Children (Mar 2021)

Bilateral Diffuse Nodular Pulmonary Ossification Mimicking Metastatic Disease in a Patient with Fibrolamellar Hepatocellular Carcinoma

  • Pattamon Sutthatarn,
  • Cara E. Morin,
  • Jessica Gartrell,
  • Wayne L. Furman,
  • Max R. Langham,
  • Teresa Santiago,
  • Andrew J. Murphy

DOI
https://doi.org/10.3390/children8030226
Journal volume & issue
Vol. 8, no. 3
p. 226

Abstract

Read online

Pulmonary ossification (PO) is a rare finding, characterized by mature bone formation in the lung parenchyma. We report a 20-year-old female patient diagnosed with fibrolamellar hepatocellular carcinoma (FL-HCC) and bilateral diffuse nodular PO. The patient presented with a unifocal left liver mass and multiple bilateral pulmonary lesions, which were treated as metastatic disease.
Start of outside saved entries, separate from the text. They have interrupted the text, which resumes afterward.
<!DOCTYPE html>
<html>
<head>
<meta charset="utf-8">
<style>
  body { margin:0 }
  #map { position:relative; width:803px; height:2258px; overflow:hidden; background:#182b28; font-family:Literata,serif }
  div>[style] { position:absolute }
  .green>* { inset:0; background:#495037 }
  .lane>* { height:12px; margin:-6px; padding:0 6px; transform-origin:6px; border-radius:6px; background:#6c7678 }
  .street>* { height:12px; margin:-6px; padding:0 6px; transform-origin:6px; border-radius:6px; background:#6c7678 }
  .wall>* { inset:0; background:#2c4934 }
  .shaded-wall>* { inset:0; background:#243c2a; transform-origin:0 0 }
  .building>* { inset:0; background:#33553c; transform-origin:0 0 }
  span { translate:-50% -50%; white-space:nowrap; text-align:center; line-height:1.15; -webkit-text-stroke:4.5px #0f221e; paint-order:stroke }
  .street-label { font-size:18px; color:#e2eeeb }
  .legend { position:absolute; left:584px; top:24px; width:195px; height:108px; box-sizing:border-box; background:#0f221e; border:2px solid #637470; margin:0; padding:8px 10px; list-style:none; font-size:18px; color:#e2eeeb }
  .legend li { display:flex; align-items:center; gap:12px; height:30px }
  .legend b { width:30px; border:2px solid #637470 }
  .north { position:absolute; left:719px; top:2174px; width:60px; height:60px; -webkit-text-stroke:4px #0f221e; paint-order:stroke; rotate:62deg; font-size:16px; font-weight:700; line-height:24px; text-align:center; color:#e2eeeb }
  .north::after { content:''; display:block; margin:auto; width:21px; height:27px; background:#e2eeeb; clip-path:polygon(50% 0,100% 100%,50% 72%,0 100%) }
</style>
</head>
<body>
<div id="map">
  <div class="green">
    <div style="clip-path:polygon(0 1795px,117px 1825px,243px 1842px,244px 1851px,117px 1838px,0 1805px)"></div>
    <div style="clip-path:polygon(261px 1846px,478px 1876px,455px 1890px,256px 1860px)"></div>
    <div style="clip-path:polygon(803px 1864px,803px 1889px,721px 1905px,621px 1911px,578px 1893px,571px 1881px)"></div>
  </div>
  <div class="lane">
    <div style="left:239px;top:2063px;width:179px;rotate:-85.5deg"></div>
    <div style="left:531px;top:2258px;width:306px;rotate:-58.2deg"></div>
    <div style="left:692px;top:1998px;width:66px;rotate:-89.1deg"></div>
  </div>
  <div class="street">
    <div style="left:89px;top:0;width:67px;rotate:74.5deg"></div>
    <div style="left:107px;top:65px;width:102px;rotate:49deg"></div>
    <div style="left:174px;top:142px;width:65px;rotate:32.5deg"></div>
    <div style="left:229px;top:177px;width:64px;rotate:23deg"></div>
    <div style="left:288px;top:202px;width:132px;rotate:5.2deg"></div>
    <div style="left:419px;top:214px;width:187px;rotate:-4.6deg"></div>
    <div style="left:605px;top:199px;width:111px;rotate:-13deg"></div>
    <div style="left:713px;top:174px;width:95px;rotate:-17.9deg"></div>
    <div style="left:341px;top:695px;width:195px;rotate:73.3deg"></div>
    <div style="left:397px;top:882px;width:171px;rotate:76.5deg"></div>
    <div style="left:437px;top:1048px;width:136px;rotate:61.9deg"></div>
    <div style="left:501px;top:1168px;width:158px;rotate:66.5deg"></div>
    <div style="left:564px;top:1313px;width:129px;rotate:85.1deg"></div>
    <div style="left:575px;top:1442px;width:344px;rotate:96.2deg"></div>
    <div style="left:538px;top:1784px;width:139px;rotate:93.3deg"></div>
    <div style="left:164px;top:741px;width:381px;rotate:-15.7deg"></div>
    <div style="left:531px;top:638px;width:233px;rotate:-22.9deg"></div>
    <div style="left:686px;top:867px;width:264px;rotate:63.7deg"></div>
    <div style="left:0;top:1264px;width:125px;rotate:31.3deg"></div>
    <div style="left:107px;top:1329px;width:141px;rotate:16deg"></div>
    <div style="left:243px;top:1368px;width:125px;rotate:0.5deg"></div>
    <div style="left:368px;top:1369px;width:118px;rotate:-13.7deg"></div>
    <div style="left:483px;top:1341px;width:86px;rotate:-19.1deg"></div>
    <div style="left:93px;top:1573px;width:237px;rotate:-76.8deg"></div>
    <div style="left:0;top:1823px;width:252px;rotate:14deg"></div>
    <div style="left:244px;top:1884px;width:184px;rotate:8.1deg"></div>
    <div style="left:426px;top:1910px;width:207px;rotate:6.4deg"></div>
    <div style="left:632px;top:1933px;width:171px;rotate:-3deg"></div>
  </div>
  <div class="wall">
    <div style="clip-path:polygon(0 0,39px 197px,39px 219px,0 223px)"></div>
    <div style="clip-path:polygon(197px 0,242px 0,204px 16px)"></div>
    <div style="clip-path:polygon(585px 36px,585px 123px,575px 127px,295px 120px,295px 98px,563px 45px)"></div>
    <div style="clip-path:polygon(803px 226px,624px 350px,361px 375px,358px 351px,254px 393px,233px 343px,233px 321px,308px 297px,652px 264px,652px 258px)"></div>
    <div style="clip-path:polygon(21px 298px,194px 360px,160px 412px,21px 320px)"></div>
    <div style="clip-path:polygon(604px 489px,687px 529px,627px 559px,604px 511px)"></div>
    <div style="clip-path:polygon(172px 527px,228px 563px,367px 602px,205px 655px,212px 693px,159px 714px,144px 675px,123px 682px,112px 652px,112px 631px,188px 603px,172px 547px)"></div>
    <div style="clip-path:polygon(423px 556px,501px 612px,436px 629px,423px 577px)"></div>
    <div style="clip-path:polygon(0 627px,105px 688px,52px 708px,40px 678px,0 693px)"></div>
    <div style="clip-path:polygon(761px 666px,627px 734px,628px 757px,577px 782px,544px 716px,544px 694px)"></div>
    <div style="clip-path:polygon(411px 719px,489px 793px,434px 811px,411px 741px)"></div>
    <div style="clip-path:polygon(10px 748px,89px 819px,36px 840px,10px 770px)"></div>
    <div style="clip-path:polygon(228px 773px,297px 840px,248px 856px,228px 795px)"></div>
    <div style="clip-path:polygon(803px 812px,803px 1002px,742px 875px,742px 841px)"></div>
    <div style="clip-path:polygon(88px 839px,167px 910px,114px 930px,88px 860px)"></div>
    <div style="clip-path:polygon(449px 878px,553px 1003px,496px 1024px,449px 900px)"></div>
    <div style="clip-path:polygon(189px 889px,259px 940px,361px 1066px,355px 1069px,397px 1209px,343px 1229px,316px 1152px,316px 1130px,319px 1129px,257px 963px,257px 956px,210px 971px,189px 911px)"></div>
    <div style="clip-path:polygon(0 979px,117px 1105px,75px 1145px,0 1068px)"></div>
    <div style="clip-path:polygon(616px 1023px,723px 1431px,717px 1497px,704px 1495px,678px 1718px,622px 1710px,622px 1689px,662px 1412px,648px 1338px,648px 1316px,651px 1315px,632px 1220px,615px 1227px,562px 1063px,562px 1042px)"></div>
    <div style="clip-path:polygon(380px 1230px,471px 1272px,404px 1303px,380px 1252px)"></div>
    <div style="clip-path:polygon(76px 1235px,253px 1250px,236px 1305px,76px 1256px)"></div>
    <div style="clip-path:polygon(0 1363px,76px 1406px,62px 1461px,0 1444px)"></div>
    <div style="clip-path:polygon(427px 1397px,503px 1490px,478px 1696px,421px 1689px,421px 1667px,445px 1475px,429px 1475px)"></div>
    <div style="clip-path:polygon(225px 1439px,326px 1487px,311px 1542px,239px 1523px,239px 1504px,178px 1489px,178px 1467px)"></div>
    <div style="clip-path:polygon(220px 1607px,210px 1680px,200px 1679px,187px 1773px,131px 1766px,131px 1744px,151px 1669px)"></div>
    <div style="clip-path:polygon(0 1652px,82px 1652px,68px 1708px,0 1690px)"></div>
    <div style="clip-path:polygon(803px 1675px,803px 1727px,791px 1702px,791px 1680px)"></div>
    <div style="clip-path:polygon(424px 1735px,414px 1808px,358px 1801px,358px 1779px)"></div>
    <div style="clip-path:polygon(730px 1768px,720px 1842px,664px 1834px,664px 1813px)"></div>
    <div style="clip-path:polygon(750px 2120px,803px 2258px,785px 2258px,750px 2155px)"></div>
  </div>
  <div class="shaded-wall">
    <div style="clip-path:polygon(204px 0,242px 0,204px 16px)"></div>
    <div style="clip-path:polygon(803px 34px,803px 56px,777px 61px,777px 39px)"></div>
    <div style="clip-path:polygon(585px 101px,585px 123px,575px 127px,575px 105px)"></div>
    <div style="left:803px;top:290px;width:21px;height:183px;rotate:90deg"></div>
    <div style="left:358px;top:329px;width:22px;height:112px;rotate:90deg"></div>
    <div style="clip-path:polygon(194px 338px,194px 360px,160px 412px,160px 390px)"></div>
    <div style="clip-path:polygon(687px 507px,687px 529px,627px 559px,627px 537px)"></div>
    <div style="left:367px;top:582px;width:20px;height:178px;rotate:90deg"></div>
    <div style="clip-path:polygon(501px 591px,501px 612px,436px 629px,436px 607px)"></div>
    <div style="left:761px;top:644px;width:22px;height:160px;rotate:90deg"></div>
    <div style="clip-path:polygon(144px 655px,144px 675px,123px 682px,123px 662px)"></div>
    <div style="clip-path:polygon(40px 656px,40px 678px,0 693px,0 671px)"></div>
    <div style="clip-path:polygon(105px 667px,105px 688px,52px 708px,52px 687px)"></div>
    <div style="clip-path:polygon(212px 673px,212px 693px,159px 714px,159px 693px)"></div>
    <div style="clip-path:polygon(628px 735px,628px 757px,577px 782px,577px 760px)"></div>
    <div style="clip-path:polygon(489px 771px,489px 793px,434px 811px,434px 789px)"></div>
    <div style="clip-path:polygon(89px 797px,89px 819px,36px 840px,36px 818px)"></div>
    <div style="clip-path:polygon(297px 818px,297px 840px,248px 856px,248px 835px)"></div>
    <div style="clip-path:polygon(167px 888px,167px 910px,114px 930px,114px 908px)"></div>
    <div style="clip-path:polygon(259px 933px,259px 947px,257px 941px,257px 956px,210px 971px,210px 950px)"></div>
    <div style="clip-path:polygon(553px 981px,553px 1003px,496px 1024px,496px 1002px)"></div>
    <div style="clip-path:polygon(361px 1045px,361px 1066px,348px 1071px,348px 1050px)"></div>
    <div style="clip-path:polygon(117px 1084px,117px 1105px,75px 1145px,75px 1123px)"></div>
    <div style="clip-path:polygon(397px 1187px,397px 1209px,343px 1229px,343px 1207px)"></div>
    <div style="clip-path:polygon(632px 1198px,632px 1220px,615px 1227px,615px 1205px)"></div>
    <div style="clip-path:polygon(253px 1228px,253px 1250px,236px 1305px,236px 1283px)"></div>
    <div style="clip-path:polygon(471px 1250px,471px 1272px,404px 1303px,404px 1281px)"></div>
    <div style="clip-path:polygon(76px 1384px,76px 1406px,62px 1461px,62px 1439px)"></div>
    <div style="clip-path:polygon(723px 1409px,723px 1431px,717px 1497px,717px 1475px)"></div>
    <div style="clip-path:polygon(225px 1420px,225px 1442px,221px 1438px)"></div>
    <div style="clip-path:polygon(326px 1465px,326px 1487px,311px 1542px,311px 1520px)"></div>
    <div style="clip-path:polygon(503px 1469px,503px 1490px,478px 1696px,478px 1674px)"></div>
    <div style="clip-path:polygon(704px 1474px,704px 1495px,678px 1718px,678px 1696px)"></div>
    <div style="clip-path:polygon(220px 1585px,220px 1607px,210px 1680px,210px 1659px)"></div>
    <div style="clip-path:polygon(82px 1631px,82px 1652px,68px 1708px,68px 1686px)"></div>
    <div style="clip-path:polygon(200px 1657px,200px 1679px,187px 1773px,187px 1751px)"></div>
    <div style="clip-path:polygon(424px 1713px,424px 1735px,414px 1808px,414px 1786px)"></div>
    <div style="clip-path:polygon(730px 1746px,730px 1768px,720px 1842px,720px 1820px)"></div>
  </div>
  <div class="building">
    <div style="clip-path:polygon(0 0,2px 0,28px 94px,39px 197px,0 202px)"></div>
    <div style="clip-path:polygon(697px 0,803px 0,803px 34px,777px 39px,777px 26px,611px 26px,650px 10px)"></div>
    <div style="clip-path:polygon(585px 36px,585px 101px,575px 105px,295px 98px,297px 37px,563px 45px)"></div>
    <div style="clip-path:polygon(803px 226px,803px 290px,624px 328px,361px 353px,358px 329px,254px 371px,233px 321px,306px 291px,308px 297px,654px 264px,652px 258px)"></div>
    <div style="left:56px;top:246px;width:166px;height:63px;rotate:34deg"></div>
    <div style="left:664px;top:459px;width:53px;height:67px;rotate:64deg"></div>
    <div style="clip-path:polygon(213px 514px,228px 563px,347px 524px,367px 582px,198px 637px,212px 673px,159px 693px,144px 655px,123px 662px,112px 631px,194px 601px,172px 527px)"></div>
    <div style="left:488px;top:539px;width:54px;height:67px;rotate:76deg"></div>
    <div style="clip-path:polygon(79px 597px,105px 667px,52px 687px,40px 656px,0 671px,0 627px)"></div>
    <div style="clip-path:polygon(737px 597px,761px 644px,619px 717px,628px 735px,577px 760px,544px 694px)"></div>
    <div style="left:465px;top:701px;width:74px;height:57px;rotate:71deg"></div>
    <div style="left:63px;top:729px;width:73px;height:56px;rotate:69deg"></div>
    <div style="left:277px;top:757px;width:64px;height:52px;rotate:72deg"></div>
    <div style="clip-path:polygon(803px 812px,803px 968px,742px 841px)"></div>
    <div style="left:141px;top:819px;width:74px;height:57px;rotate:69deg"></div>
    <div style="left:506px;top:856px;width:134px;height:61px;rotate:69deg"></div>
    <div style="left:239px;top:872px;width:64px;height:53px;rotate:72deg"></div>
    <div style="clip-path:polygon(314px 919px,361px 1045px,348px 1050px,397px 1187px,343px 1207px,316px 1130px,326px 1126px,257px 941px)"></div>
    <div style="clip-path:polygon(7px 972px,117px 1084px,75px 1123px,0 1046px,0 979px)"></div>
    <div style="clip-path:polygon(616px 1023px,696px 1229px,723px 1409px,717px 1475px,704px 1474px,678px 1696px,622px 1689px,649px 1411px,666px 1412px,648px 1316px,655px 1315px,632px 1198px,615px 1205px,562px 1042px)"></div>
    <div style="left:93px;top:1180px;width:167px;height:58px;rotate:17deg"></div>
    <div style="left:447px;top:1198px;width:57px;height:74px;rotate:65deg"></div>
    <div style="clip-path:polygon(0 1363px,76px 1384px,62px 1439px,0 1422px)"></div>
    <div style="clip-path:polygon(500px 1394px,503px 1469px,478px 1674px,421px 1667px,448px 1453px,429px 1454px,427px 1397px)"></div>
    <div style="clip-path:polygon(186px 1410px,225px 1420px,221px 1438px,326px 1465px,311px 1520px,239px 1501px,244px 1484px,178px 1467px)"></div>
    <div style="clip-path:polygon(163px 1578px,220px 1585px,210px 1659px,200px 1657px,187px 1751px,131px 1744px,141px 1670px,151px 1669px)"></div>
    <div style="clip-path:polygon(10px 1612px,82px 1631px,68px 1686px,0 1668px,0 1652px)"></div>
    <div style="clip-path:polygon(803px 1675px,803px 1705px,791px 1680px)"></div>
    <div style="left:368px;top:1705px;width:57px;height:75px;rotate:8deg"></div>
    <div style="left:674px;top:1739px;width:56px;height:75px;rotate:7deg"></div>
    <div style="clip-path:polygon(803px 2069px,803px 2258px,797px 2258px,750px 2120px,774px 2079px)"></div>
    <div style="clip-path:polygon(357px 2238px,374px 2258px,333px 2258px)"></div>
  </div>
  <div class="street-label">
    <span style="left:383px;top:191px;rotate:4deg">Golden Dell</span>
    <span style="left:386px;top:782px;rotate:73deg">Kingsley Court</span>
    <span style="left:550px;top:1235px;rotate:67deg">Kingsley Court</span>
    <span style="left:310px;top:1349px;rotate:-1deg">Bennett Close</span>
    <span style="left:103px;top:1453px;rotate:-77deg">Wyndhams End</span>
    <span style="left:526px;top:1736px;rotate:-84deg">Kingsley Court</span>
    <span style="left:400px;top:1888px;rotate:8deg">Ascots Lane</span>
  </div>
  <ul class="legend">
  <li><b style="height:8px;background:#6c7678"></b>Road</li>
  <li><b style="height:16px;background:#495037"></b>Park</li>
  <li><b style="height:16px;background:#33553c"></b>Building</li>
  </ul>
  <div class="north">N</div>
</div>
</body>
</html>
The patient received neoadjuvant chemotherapy, followed by left hepatectomy, and bilateral staged thoracotomies for clearance of the pulmonary disease. The histology of the pulmonary nodules demonstrated nodular type PO. We present the history, the course of treatment, imaging, and histologic findings of this rare disease process that could mimic metastatic pulmonary disease.